### Stored items
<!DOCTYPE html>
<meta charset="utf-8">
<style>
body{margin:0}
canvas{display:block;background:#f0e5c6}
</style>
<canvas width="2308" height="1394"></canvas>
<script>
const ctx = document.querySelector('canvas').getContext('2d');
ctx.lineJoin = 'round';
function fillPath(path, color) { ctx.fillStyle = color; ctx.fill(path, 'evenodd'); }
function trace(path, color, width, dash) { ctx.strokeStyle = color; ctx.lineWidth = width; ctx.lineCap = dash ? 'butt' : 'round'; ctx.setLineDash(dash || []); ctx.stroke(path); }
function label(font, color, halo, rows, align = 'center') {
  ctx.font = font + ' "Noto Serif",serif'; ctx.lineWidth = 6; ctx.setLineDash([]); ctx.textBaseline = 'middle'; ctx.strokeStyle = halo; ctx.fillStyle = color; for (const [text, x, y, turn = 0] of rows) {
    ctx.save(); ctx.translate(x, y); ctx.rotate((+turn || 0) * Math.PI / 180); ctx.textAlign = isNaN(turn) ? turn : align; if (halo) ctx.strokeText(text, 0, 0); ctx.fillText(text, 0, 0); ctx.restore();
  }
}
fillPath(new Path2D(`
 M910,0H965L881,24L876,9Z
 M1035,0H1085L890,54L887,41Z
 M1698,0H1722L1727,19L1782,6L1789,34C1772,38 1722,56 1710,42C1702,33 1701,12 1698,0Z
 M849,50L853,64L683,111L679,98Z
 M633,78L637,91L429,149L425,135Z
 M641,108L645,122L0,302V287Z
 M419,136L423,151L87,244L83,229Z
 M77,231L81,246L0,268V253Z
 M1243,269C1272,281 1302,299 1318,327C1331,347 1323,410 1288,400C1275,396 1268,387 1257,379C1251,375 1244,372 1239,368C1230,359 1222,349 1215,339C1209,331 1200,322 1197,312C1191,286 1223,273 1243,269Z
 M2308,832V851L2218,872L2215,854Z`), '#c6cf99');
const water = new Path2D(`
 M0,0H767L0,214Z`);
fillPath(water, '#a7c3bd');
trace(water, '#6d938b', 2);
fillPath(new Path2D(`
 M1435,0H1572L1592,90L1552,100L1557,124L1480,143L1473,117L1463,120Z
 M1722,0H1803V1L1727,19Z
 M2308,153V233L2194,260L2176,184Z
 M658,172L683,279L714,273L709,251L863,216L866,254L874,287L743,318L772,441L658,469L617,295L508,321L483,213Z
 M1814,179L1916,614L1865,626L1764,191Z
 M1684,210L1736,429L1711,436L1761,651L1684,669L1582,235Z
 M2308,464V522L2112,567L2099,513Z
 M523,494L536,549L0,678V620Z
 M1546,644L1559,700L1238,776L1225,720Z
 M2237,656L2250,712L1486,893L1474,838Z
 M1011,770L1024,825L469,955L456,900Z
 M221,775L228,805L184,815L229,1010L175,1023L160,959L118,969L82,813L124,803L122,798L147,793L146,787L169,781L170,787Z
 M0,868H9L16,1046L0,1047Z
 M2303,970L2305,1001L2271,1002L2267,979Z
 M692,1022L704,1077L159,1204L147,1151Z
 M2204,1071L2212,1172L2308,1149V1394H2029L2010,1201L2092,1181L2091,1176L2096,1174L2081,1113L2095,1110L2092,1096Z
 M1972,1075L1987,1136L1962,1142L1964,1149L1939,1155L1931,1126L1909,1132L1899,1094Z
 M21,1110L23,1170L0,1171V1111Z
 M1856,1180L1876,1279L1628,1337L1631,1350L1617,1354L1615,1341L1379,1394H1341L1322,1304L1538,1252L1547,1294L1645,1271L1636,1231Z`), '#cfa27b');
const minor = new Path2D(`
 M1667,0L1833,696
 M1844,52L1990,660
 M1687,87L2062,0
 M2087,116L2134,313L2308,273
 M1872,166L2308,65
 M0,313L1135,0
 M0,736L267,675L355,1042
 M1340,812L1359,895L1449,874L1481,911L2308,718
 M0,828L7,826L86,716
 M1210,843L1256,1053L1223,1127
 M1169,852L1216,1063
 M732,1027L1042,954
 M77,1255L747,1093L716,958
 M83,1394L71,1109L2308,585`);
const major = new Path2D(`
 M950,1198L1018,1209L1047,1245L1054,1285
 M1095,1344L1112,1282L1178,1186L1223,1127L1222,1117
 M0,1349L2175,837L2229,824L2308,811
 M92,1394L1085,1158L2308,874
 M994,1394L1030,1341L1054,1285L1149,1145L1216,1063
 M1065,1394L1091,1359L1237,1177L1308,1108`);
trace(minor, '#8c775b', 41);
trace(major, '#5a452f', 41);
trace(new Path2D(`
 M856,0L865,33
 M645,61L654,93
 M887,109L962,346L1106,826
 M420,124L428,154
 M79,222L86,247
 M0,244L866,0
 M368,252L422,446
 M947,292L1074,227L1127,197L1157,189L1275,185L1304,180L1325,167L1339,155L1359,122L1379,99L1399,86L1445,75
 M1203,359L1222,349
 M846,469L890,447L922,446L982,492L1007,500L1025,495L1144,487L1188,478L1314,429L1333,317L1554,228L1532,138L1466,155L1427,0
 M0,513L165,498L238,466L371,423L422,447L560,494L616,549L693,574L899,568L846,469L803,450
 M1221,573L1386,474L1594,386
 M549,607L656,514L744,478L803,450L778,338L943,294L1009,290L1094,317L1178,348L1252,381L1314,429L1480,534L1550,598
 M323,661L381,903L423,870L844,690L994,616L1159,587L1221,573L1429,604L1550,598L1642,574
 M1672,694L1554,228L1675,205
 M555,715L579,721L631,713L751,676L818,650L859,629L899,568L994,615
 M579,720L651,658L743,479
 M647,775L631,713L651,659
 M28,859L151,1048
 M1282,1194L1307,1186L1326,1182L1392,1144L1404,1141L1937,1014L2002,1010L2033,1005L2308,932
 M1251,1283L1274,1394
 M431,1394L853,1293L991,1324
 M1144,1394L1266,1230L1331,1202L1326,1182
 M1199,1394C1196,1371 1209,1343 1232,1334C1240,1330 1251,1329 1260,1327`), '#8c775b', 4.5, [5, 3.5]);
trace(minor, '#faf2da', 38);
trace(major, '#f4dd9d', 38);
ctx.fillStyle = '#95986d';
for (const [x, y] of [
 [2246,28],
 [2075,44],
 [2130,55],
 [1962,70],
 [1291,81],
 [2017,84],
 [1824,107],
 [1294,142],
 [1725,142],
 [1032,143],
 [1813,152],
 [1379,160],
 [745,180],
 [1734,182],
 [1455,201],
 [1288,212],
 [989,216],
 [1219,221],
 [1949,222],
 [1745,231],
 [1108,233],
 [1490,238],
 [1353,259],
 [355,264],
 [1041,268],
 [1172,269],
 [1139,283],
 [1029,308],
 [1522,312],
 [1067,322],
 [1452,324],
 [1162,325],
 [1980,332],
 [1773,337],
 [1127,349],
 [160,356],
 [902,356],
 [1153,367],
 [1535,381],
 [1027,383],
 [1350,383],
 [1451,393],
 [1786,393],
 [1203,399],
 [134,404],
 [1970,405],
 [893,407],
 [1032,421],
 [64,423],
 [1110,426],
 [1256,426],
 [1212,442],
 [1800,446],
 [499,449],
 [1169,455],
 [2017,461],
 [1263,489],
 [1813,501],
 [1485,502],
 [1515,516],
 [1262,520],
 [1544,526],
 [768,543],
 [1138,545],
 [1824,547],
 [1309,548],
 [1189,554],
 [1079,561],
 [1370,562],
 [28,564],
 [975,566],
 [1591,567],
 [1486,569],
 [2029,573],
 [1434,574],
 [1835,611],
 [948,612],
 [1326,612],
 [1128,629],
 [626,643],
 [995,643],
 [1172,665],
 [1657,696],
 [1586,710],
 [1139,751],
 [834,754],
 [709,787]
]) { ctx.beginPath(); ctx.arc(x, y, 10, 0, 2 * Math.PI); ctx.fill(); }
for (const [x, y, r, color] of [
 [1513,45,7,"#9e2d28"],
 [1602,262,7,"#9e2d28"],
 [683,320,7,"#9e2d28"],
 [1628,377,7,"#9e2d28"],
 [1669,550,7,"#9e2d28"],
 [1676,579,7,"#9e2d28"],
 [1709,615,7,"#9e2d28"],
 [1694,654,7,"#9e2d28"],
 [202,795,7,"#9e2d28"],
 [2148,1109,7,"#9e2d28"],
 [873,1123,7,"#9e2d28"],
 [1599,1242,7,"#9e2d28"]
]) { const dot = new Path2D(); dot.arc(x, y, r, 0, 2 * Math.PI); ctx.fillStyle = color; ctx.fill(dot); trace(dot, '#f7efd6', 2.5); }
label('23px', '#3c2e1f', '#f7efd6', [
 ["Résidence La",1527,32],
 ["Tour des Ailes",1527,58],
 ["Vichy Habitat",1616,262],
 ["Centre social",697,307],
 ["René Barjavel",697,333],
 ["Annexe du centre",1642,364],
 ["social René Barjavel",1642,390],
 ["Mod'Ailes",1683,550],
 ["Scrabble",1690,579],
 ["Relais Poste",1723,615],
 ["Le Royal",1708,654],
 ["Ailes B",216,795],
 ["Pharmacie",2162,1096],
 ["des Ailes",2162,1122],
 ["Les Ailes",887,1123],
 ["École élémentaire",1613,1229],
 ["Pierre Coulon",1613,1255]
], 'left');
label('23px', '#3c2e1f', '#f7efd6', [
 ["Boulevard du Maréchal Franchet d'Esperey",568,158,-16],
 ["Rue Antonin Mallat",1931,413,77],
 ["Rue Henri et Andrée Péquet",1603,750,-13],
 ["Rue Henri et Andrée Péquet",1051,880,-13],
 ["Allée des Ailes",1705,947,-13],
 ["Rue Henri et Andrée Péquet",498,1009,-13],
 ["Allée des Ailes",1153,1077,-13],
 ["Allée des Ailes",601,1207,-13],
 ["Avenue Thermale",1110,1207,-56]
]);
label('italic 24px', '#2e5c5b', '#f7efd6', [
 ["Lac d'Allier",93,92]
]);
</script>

### Exercise brief
Reprint the data above from the opening line to the line holding "1710,42C1702,33 1701,12 1698,0Z", inclusive, and nothing else.

### Answer below
<!DOCTYPE html>
<meta charset="utf-8">
<style>
body{margin:0}
canvas{display:block;background:#f0e5c6}
</style>
<canvas width="2308" height="1394"></canvas>
<script>
const ctx = document.querySelector('canvas').getContext('2d');
ctx.lineJoin = 'round';
function fillPath(path, color) { ctx.fillStyle = color; ctx.fill(path, 'evenodd'); }
function trace(path, color, width, dash) { ctx.strokeStyle = color; ctx.lineWidth = width; ctx.lineCap = dash ? 'butt' : 'round'; ctx.setLineDash(dash || []); ctx.stroke(path); }
function label(font, color, halo, rows, align = 'center') {
  ctx.font = font + ' "Noto Serif",serif'; ctx.lineWidth = 6; ctx.setLineDash([]); ctx.textBaseline = 'middle'; ctx.strokeStyle = halo; ctx.fillStyle = color; for (const [text, x, y, turn = 0] of rows) {
    ctx.save(); ctx.translate(x, y); ctx.rotate((+turn || 0) * Math.PI / 180); ctx.textAlign = isNaN(turn) ? turn : align; if (halo) ctx.strokeText(text, 0, 0); ctx.fillText(text, 0, 0); ctx.restore();
  }
}
fillPath(new Path2D(`
 M910,0H965L881,24L876,9Z
 M1035,0H1085L890,54L887,41Z
 M1698,0H1722L1727,19L1782,6L1789,34C1772,38 1722,56 1710,42C1702,33 1701,12 1698,0Z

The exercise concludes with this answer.